[Collected data]
—————
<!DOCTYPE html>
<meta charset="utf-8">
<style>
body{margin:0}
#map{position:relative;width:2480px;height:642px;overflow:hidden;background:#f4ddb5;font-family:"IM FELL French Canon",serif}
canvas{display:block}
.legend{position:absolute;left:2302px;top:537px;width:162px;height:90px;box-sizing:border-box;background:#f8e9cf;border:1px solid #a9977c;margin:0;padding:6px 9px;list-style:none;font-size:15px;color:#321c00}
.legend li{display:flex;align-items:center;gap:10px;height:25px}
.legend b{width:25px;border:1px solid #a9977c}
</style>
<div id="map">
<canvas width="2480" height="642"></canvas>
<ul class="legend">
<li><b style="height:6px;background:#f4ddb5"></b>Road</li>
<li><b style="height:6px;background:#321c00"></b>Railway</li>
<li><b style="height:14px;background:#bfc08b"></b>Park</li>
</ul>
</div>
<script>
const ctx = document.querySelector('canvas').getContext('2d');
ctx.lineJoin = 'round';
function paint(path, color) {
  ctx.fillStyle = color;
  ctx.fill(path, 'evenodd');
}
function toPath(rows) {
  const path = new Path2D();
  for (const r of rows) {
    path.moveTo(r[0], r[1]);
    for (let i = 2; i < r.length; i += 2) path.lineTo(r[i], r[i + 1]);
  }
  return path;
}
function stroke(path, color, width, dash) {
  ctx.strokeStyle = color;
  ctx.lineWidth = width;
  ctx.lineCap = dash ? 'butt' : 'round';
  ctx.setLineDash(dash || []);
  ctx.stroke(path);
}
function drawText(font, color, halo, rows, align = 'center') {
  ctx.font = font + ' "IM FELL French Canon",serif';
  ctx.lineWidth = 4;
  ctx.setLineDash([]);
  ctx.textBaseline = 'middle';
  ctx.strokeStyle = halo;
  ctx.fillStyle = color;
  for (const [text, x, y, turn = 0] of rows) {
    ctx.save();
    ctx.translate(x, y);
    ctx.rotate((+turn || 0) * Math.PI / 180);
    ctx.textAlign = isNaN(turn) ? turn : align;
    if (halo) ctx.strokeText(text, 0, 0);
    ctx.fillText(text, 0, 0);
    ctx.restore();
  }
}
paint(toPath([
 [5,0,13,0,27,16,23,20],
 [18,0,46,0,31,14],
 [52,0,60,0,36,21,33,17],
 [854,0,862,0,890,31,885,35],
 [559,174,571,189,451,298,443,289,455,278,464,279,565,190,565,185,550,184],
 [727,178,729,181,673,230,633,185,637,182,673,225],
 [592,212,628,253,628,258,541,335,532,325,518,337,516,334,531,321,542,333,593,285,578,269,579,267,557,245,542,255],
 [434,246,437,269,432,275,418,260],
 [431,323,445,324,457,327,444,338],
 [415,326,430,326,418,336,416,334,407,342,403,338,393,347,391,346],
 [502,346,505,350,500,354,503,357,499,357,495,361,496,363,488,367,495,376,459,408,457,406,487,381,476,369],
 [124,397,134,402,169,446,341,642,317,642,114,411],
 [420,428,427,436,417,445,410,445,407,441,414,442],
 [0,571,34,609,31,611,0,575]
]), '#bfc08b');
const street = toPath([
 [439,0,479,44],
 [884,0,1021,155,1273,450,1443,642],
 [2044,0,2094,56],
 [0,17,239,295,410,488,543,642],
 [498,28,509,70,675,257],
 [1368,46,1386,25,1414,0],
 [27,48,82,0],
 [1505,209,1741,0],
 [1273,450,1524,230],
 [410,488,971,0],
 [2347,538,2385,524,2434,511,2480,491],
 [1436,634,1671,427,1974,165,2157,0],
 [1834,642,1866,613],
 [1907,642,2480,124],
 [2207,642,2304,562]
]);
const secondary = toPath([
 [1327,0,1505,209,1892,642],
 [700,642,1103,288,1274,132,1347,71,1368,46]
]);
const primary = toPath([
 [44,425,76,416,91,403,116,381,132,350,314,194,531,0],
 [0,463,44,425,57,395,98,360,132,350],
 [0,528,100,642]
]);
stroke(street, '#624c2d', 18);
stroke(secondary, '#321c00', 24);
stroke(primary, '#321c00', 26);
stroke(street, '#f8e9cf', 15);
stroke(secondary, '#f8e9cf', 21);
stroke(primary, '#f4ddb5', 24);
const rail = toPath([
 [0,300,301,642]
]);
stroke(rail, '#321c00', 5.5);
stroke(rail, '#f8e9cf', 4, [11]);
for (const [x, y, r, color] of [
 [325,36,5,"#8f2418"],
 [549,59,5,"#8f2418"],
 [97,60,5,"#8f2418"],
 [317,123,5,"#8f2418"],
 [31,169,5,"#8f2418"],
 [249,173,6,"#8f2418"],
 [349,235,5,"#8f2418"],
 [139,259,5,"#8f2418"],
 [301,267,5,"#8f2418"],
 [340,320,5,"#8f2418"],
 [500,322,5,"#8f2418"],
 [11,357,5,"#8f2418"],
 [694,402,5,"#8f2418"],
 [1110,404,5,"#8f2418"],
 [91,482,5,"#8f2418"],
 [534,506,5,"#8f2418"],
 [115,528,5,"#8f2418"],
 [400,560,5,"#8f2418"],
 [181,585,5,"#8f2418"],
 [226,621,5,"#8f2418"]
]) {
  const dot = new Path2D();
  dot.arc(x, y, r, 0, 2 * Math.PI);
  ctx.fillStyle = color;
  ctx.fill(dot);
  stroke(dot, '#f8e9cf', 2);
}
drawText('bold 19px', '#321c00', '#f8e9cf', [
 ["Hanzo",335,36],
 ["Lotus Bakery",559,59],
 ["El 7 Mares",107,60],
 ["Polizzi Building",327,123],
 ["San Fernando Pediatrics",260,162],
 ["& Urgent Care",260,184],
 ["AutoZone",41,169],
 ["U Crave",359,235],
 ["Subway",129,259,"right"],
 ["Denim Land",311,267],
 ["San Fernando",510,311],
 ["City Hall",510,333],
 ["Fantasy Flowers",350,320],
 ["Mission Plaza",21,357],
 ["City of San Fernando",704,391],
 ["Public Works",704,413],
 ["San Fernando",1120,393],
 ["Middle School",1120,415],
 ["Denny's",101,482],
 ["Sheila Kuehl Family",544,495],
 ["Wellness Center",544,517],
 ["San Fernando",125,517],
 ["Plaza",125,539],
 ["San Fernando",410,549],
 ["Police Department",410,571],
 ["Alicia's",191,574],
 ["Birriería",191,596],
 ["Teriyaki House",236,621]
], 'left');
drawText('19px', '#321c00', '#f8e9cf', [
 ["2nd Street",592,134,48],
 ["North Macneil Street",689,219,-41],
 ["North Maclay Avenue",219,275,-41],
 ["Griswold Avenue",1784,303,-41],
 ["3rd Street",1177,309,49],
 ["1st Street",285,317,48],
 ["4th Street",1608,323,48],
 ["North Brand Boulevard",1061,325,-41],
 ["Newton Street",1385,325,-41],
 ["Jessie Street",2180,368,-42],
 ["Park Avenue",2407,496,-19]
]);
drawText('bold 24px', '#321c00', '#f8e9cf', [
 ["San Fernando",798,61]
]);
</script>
—————
**WORK INSTRUCTIONS**. From the entries above, return exactly the line containing "for (let i = 2;", the line containing "ctx.setLineDash(dash || []);", and all lines between, and nothing else.

**REPLY**.
    for (let i = 2; i < r.length; i += 2) path.lineTo(r[i], r[i + 1]);
  }
  return path;
}
function stroke(path, color, width, dash) {
  ctx.strokeStyle = color;
  ctx.lineWidth = width;
  ctx.lineCap = dash ? 'butt' : 'round';
  ctx.setLineDash(dash || []);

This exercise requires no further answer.